Kelsey: I didn't experience burnout. I experienced being frustrated because I was working with people that were just sucking my energy. I would get off a meeting with somebody that I'd really enjoy, and then I'd go into one where I'm like, oh, I've got to do this. And I'd notice that—I was very aware of it. I was like, I'm frustrated, this person just sucked my soul. I'd go into the next meeting, and I wouldn't want to do that to them.
I always had to prep myself to be like, okay, reset. That was that client, that's fine. I'm grateful I have that relationship. Let's just learn from it. Now I'm getting ready for the next one. Let me go walk outside for 10 minutes, reset my brain, listen to some music, whatever it is. I had to take care of myself to show up better for the next person. That's when I was like, this is not sustainable. If I'm doing this every day, I'm going to get burnt out.
So I made a shift of, who do I want to keep, who do I want to let go? How do I support them if I'm going to let them go? I don't want to leave them high and dry. I gave them the remainder of the contract, and at the end of the year, I said, hey, I really appreciate the relationship. I gave them 90 days' notice and said, here are some people I'd recommend for you. That's how I shifted.
DELEGATION AND TEAM BUILDING
AJ: Now, you run your business by yourself, or do you have a team supporting you?

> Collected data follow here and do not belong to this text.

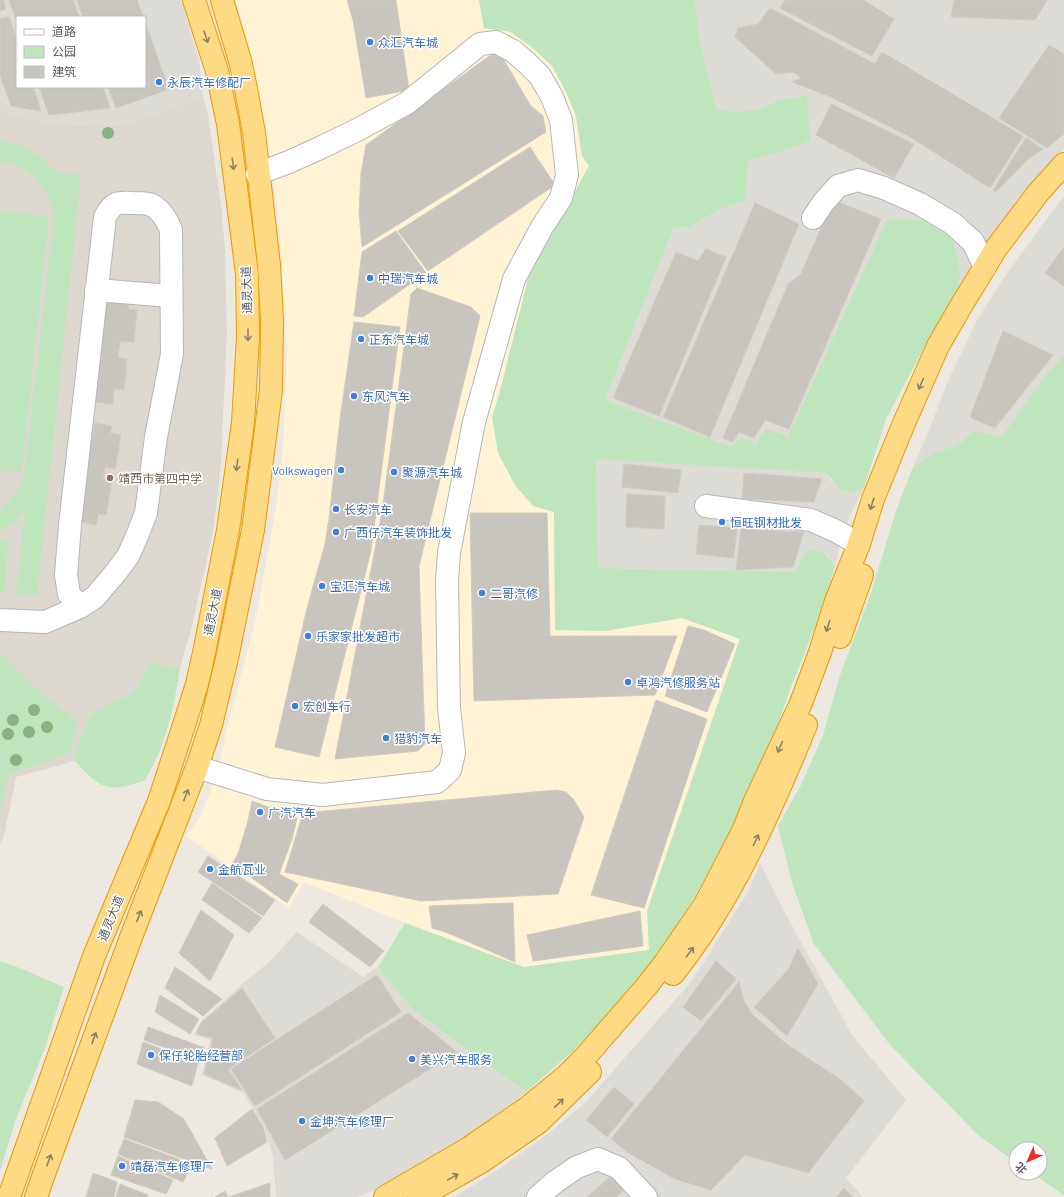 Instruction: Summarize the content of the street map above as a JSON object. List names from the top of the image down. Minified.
{"streets":{"highway":["通灵大道"]},"places":["众汇汽车城","永辰汽车修配厂","中瑞汽车城","正东汽车城","东风汽车","Volkswagen","聚源汽车城","靖西市第四中学","长安汽车","恒旺钢材批发","广西仔汽车装饰批发","宝汇汽车城","二哥汽修","乐家家批发超市","卓鸿汽修服务站","宏创车行","猎豹汽车","广汽汽车","金航瓦业","保仔轮胎经营部","美兴汽车服务","金坤汽车修理厂","靖磊汽车修理厂"],"legend":["道路","公园","建筑"],"north":"bottom left"} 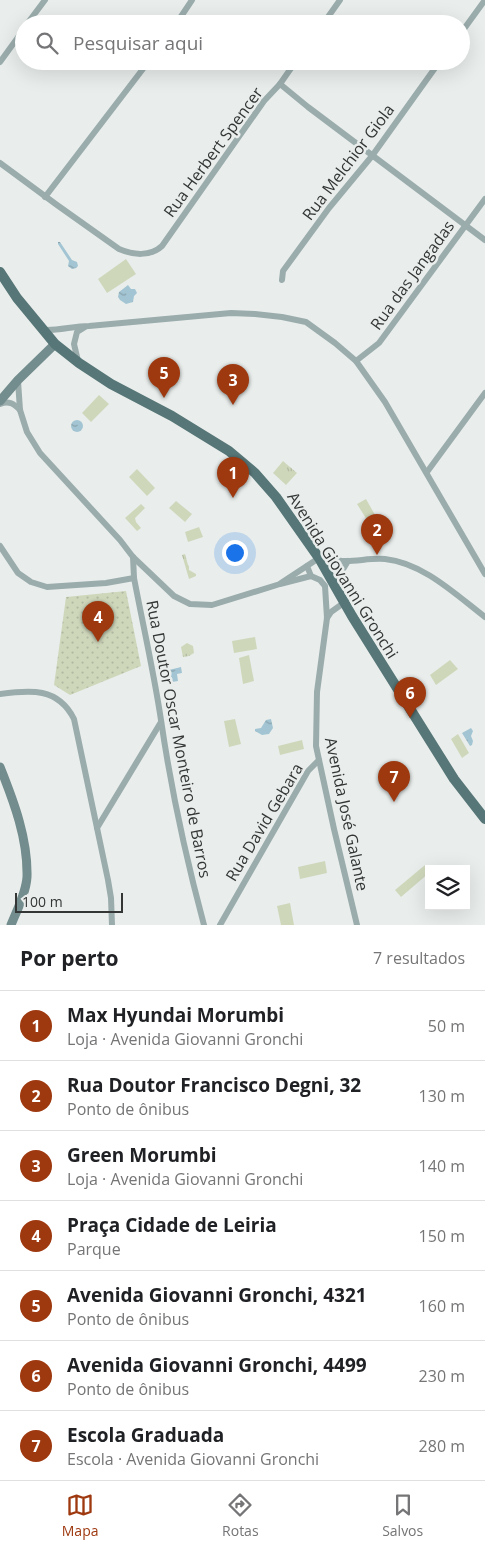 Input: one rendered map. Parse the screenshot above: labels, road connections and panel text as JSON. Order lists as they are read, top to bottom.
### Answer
{
  "streets": {
    "main road": ["Avenida Giovanni Gronchi"],
    "street": [
      "Rua Herbert Spencer",
      "Rua Melchior Giola",
      "Rua das Jangadas",
      "Rua Doutor Oscar Monteiro de Barros",
      "Avenida José Galante",
      "Rua David Gebara"
    ]
  },
  "crossings": [
    ["Avenida José Galante", "Rua David Gebara"]
  ],
  "scale_bar": "100 m",
  "page": {
    "search": "Pesquisar aqui",
    "pins": [
      "5",
      "3",
      "1",
      "2",
      "4",
      "6",
      "7"
    ],
    "scale": "100 m",
    "heading": ["Por perto", "7 resultados"],
    "list": [
      {
        "mark": "1",
        "name": "Max Hyundai Morumbi",
        "note": "Loja · Avenida Giovanni Gronchi",
        "value": "50 m"
      },
      {
        "mark": "2",
        "name": "Rua Doutor Francisco Degni, 32",
        "note": "Ponto de ônibus",
        "value": "130 m"
      },
      {
        "mark": "3",
        "name": "Green Morumbi",
        "note": "Loja · Avenida Giovanni Gronchi",
        "value": "140 m"
      },
      {
        "mark": "4",
        "name": "Praça Cidade de Leiria",
        "note": "Parque",
        "value": "150 m"
      },
      {
        "mark": "5",
        "name": "Avenida Giovanni Gronchi, 4321",
        "note": "Ponto de ônibus",
        "value": "160 m"
      },
      {
        "mark": "6",
        "name": "Avenida Giovanni Gronchi, 4499",
        "note": "Ponto de ônibus",
        "value": "230 m"
      },
      {
        "mark": "7",
        "name": "Escola Graduada",
        "note": "Escola · Avenida Giovanni Gronchi",
        "value": "280 m"
      }
    ],
    "nav": ["Mapa", "Rotas", "Salvos"]
  }
} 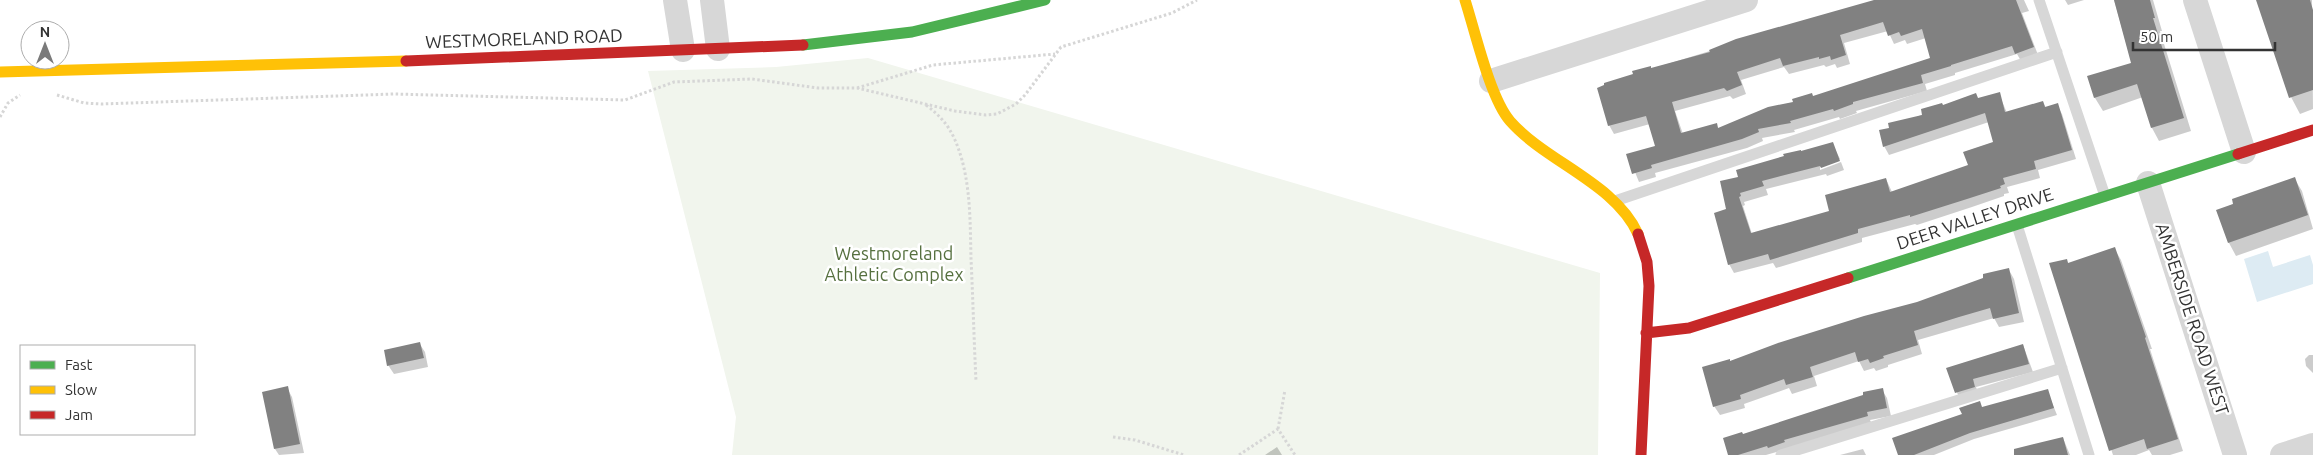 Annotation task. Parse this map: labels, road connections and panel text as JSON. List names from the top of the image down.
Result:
{
  "streets": {
    "street": ["WESTMORELAND ROAD", "DEER VALLEY DRIVE", "AMBERSIDE ROAD WEST"]
  },
  "crossings": [
    ["DEER VALLEY DRIVE", "AMBERSIDE ROAD WEST"]
  ],
  "parks": ["Westmoreland Athletic Complex"],
  "legend": ["Fast", "Slow", "Jam"],
  "scale_bar": "50 m",
  "north": "top"
}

Kelsey: I have a team supporting me! I could not do what I do without some support. I have somebody who supports me with my social media posting. I have somebody who helps me run podcast interviews when I'm a guest on somebody's show. I have somebody that also does my client notes. There are some clients where I'm like, I don't want to be taking notes, I want to be present. I want to be listening, and not worrying about writing things down or doing it afterwards. So I have somebody who joins the meeting, listens to it, and does my meeting notes for me. It's helped so much!
AJ: That's brilliant. How did you come to the decision that you needed people to help you?

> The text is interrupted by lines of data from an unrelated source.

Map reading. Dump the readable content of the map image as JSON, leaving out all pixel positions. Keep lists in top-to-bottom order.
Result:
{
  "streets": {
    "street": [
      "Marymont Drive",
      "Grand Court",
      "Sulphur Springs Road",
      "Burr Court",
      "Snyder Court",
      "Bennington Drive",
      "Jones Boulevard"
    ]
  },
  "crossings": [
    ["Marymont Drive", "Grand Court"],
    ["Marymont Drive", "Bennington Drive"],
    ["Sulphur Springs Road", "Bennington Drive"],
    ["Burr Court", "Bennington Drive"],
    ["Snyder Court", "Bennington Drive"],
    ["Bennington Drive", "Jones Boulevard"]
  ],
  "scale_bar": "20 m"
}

Kelsey: I think it was because I was spending so much time scheduling things, rescheduling things, doing calendar invites, logging into Canva. I'm not a graphic designer. I was spending hours because I wanted my social media to look good. I wanted to put my work out there. But then I was like, this is… if I'm spending a lot of time doing stuff like this, I'm not spending my time on revenue-generating things. I'm not spending my time on the 80/20. 80% of my time should be on revenue generation, supporting the people I have so they renew. 20% should be spent on admin, social media, those things.
I was doing it backwards. I was spending the majority of my time on admin, on my social media, on all these little things, trying to get new clients. But I wasn't focusing on my current clients and their experience. So I was like, what can I get off my plate?

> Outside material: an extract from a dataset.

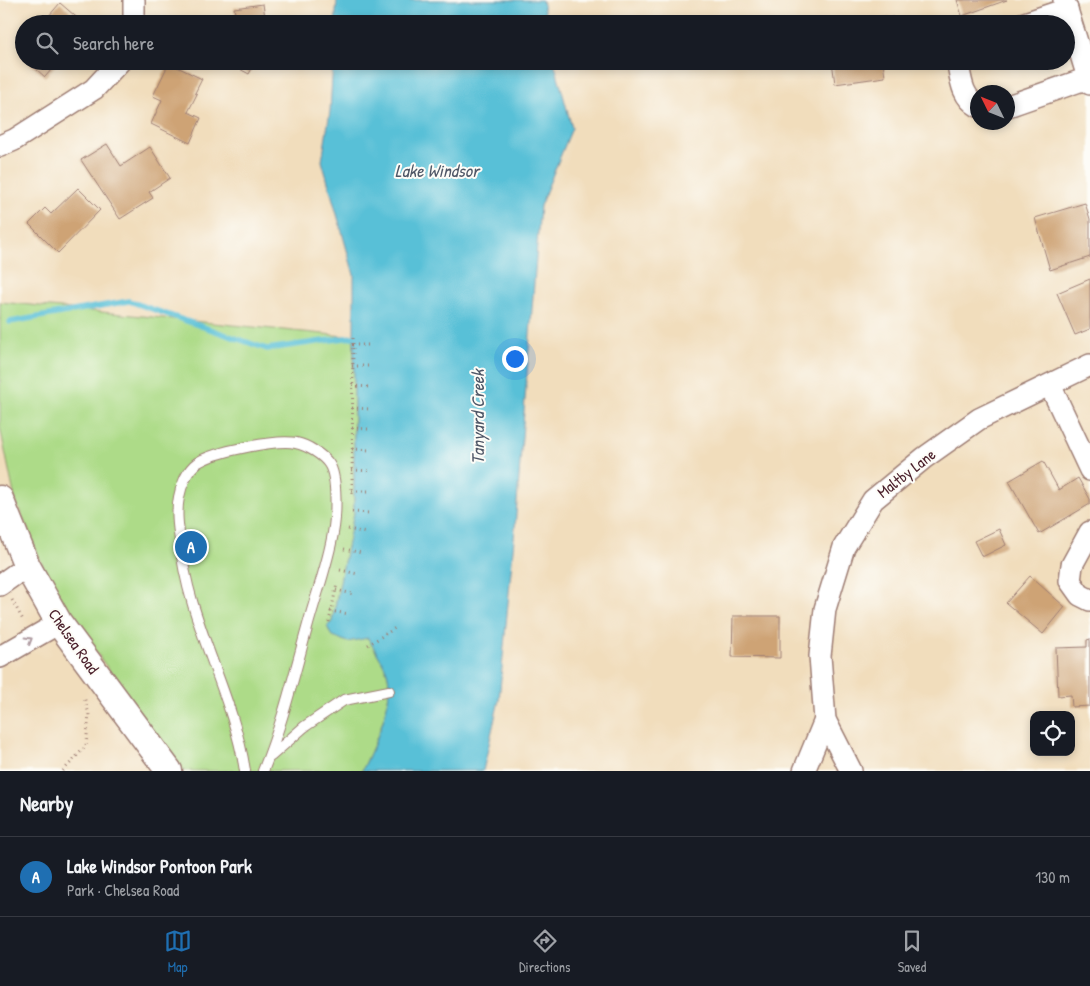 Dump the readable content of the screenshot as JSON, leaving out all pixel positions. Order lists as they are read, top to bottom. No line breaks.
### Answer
{"streets":{"street":["Maltby Lane","Chelsea Road"]},"water":["Lake Windsor","Tanyard Creek"],"north":"top left","page":{"search":"Search here","pins":"A","heading":"Nearby","list":[{"mark":"A","name":"Lake Windsor Pontoon Park","note":"Park · Chelsea Road","value":"130 m"}],"nav":["Map","Directions","Saved"]}}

What I did was, I actually audited my time. I did a week where I wrote down everything I did and how long it took me. At the end of the week, I went through it all and highlighted what I really enjoyed doing—what really filled my cup, what I would stay up until midnight working on because I thought, this is fun, I could do this forever. That's green. Yellow is stuff that I don't love, but I don't hate—it's neutral. Then red is, I don't want to do this anymore, this drains me.
I looked at it, and 60-70% of my time was in that red and yellow zone. I was like, this has got to go. What can I automate? What can I delegate? What can I delete? I just went down the list and thought, social media—I can delegate that. Can I delete it? No, because I feel like I should have it as my presence. Can I automate it? Potentially, but I don't think that's me. Can I delegate it? Yes! So I delegated it.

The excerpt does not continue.